Regione Lazio, il pasticcio del Cup: ora Zingaretti trema per i guai della moglie del suo ex capo gabinetto

Stefano Liburdi

Istanza avanzata dal pm contro l’utilizzo delle intercettazioni rigettata e la moglie dell’ex capo di gabinetto di Zingaretti che rischia l’accusa di falsa testimonianza. Sorprese e colpi di scena a Perugia durante il processo che vede imputato Salvatore Buzzi per diffamazione a mezzo stampa del procuratore aggiunto della Procura della Repubblica di Roma Giuseppe Cascini. Il dibattimento entra nel vivo con risvolti inaspettati e aumenta l’attesa per le testimonianze prima di Luca Palamara e poi di Nicola Zigaretti, che potrebbero riscrivere la storia della turbativa d’asta nella Gara Cup indetta dalla Regione Lazio, guidata dall’oggi deputato europeo del Pd. Per quella gara sette dei dieci imputati hanno ammesso le loro responsabilità ma nonostante questo sono stati tutti assolti. Le sentenze sono irrevocabili ma quello che sta uscendo dalle aule del Tribunale penale di Perugia insinua più di un dubbio di come si siano svolti i fatti durante e dopo quella gara. Corpo del reato di diffamazione è il libro-intervista «Mafia Capitale. La gara Cup del Pd di Zingaretti», scritto da Buzzi con Umberto Baccolo per «La bussola edizioni». Nel volume Buzzi avanza l’ipotesi di come Cascini fosse intervenuto nel procedimento penale dopo che era emerso il nome di Maurizio Venafro, capo di gabinetto di Zingaretti, per «bloccare l’azione del pm Ielo che voleva arrestare Venafro». La convinzione del fondatore della cooperativa 29 Giugno, si sarebbe formata una volta venuto a conoscenza delle intercettazioni telefoniche volute da Ielo sulle utenze riconducibili a Venafro.

È stato lo stesso Buzzi a ricordalo in una dichiarazione spontanea durante la prima udienza di questo processo: «Le notizie riportate nel libro, non le dico io, ma sono ciò che racconta la moglie di Venafro a un’amica giornalista al telefono, non sapendo che l’apparecchio che stava usando per parlare, cioè il telefono della figlia, era stato messo anch’esso sotto controllo dal pm Ielo». Al banco dei testimoni è stata chiamata proprio Tiziana Torrisi, la moglie di Venafro che dopo una prima convocazione andata a vuoto, mercoledì scorso si è presentata a Perugia.
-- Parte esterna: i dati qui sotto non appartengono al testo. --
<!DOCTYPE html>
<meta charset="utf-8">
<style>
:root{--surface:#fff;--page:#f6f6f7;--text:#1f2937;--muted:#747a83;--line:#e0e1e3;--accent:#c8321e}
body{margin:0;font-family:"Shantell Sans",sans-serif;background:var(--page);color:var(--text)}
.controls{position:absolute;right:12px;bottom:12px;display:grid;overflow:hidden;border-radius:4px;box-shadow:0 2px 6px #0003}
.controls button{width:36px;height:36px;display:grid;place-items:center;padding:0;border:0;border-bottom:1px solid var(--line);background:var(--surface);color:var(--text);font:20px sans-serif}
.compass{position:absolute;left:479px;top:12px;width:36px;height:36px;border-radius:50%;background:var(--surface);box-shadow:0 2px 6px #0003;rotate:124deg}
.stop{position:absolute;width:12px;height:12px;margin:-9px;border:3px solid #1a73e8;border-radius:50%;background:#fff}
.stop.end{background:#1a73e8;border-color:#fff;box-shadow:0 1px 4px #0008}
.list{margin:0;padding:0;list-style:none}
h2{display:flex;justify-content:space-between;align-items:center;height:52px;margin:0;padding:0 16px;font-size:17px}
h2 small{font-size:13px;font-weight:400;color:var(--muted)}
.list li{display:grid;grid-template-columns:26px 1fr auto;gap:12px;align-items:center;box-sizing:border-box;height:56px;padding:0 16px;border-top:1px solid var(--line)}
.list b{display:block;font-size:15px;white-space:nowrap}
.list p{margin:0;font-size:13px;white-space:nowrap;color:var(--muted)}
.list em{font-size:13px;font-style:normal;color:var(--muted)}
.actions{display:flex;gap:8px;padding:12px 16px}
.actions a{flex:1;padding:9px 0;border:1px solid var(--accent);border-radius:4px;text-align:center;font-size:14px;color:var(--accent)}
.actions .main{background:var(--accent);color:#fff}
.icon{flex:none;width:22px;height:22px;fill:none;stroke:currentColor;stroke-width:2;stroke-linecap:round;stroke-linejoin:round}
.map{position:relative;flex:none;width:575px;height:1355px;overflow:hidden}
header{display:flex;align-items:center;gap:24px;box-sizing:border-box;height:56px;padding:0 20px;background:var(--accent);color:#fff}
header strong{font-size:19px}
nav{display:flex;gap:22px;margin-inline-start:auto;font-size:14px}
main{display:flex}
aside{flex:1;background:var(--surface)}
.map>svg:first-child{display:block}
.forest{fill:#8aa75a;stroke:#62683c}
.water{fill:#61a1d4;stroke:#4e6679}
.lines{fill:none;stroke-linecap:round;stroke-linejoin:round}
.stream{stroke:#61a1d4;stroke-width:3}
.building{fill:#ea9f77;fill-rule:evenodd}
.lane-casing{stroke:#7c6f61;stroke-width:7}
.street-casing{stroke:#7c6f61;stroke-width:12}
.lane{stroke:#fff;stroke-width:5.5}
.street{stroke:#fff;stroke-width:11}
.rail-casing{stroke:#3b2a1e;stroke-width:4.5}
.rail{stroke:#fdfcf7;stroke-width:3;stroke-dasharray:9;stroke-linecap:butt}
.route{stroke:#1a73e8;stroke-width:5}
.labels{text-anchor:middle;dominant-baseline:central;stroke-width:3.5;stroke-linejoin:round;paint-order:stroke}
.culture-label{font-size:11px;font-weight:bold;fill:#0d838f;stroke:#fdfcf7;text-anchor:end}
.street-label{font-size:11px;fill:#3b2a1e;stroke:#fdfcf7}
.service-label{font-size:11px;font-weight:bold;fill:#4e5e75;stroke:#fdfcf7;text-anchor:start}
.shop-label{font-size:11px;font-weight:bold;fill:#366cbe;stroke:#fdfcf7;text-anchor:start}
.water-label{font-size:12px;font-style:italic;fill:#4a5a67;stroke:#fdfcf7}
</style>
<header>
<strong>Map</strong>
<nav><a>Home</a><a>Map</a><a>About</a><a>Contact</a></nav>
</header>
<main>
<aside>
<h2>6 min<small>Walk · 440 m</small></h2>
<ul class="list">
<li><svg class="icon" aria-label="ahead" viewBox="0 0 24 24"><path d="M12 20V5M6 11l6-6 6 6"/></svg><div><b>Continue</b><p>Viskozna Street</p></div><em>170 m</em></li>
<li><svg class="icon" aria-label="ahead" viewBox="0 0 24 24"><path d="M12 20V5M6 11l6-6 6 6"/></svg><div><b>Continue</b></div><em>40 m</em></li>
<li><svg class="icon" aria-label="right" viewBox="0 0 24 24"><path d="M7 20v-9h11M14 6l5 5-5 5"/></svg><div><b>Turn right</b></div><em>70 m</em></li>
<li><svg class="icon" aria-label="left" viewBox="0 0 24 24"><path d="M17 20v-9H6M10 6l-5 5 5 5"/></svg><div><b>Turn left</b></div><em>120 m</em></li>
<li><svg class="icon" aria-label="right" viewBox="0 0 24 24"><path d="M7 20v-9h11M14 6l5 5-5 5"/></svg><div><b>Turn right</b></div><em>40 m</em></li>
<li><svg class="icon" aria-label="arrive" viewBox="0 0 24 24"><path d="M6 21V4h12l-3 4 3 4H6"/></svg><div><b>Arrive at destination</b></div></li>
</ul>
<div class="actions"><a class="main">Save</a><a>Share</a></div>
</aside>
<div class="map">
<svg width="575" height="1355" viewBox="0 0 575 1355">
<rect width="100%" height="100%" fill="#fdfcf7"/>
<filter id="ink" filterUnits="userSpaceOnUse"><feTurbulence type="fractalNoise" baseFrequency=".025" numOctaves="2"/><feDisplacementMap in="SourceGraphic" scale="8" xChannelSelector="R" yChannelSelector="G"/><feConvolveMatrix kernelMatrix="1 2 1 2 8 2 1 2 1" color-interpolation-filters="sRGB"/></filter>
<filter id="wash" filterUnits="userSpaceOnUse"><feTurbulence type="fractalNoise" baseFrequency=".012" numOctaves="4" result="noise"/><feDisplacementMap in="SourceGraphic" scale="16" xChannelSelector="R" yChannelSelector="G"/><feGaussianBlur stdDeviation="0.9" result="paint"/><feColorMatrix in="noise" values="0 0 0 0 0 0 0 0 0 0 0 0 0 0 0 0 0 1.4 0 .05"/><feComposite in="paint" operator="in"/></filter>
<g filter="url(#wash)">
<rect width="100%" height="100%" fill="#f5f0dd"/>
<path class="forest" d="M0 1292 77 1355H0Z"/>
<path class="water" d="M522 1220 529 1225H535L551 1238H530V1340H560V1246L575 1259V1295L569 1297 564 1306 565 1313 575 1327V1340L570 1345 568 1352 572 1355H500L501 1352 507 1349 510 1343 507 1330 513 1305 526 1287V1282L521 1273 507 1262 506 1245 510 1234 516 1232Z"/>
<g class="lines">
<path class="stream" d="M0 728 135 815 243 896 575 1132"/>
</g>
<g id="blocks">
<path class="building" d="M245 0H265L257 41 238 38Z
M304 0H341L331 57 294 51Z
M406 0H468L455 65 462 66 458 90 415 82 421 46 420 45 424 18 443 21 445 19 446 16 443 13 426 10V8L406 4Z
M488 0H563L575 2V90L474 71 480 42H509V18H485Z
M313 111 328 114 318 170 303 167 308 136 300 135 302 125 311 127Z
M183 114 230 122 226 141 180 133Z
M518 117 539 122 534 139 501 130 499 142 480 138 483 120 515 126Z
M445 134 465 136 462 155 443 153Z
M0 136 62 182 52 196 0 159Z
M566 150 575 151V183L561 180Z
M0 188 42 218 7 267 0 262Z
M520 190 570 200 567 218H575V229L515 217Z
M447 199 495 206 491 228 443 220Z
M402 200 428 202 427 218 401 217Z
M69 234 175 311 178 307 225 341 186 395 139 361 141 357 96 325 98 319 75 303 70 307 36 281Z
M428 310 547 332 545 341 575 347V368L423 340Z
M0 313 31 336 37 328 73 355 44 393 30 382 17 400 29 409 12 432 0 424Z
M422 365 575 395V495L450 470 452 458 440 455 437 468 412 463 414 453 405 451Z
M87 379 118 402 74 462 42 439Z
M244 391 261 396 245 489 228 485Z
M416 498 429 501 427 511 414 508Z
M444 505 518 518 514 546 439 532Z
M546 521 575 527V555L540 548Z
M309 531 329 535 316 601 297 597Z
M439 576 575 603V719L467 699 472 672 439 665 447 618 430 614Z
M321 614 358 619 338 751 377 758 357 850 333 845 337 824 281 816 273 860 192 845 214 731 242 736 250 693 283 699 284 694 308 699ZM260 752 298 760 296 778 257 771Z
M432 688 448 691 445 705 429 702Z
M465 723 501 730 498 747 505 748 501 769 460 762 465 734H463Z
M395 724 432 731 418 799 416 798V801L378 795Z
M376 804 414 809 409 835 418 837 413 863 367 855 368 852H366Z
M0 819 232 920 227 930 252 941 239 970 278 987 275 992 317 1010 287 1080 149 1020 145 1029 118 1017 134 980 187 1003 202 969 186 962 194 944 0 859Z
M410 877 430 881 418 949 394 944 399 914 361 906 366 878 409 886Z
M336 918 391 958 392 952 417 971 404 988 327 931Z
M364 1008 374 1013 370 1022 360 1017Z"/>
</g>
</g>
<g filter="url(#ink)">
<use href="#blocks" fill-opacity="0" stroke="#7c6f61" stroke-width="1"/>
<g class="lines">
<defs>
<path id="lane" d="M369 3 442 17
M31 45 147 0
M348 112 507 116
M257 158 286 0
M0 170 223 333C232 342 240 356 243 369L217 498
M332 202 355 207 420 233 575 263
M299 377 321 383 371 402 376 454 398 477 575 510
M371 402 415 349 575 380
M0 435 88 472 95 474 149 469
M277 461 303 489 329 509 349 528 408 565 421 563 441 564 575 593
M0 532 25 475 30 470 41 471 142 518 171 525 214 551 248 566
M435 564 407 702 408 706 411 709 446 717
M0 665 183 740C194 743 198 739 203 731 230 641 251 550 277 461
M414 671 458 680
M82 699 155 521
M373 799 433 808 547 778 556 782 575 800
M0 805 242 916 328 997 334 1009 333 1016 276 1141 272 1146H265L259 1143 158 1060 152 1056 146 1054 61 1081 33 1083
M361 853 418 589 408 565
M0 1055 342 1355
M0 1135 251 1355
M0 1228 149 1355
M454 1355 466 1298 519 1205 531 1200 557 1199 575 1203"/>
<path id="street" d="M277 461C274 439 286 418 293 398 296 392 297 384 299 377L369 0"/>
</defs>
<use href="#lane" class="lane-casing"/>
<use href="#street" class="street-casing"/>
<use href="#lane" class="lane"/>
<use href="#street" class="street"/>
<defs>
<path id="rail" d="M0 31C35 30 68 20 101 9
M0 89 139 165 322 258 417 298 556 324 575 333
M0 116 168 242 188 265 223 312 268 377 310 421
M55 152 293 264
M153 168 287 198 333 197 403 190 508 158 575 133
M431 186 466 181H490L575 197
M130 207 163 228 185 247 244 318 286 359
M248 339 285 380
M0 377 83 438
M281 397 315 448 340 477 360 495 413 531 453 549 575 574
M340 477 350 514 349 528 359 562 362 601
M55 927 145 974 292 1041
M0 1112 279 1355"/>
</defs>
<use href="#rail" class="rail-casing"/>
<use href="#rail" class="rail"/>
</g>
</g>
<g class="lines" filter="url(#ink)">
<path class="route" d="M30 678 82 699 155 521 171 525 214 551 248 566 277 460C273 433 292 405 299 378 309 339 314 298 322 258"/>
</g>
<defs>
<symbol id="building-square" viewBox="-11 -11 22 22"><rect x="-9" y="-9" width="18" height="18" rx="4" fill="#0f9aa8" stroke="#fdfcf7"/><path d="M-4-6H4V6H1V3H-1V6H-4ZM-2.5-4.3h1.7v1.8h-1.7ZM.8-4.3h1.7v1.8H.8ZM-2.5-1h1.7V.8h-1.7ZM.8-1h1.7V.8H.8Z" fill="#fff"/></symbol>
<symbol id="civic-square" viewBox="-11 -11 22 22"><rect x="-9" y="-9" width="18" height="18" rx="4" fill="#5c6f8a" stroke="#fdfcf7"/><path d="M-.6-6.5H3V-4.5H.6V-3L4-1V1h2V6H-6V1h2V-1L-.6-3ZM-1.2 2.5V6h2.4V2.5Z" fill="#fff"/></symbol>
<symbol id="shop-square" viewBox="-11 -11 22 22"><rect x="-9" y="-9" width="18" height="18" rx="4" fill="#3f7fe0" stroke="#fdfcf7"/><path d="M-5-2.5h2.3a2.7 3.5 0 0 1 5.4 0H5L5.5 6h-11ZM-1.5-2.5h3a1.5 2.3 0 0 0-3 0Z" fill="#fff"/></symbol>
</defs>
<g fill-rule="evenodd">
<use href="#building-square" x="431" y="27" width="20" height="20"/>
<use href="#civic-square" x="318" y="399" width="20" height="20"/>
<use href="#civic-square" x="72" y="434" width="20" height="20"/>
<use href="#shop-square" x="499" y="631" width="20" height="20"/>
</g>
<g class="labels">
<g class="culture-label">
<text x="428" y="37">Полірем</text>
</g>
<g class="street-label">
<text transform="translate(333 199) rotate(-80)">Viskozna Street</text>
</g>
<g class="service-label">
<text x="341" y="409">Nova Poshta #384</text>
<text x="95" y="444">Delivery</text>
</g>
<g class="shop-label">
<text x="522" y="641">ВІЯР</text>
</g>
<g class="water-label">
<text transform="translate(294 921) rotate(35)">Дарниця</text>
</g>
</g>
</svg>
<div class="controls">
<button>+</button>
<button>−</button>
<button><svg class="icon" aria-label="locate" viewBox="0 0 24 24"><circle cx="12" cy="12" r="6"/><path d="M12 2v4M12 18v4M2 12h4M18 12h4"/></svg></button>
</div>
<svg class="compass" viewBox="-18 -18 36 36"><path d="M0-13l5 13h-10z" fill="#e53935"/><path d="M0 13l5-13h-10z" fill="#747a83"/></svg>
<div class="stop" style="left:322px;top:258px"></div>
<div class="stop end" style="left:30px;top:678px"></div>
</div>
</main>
Prima della sua deposizione il giudice Giuseppe Narducci ha comunicato alle parti la sua decisione riguardo l’istanza presentata dal pm Bettini che chiedeva la non utilizzabilità delle intercettazioni svolte nell’ambito del procedimento penale denominato «Mafia Capitale». Nelle sei pagine con cui è stata respinta l’istanza, il giudice Narducci ha sottolineato la «assoluta singolarità della situazione» che «a differenza della ordinarietà dei casi, nella vicenda in esame non è il difensore dell’imputato ad eccepire il divieto posto dall’art. 270 c.p.p. ma, al contrario, è il pubblico ministero». «Buzzi afferma che, - ha scritto Narducci - per poter esercitare pienamente il proprio diritto a difendersi, egli ha necessità di potersi avvalere di detto mezzo prova poiché il contenuto di alcune captazioni appare idoneo, in tutto o in parte, a dimostrare la verità/veridicità di alcune affermazioni contenute nel libro». Per questi motivi e per non limitare il diritto di difesa dell’imputato, Narducci ha ammesso «la utilizzabilità delle conversazioni telefoniche».

  

Incassata la vittoria sulla questione intercettazioni, gli avvocati Pier Gerardo Santoro e Giuseppe Azzaro, difensori di Buzzi, hanno incalzato la Torrisi mettendola di fronte a ciò da lei detto nelle conversazioni «incriminate». La moglie di Venafro, sulla scia del marito nell’udienza precedente, ha risposto con molti «non so» e «non ricordo», come sulla visita che avrebbe fatto Zingaretti a Palamara al Csm, che lei ha raccontato all’amica utilizzando il telefono della figlia, oppure sull’agitazione del marito una volta avvertito del suo probabile arresto. Alla domanda se sapeva di essere intercettata, la Torrisi ha risposto: «Ero preoccupata», spiegando che per il suo lavoro di giornalista conosce la cronaca giudiziaria e le dinamiche di un’inchiesta. Ma a smentirla è un sms con il quale avvertiva un suo interlocutore: «Il mio telefono è intercettato». Narducci dopo qualche avvertimento, ha deciso di trasmettere gli atti in procura per valutare la falsa testimonianza della moglie dell’ex capo di gabinetto dell’allora governatore Nicola Zingaretti.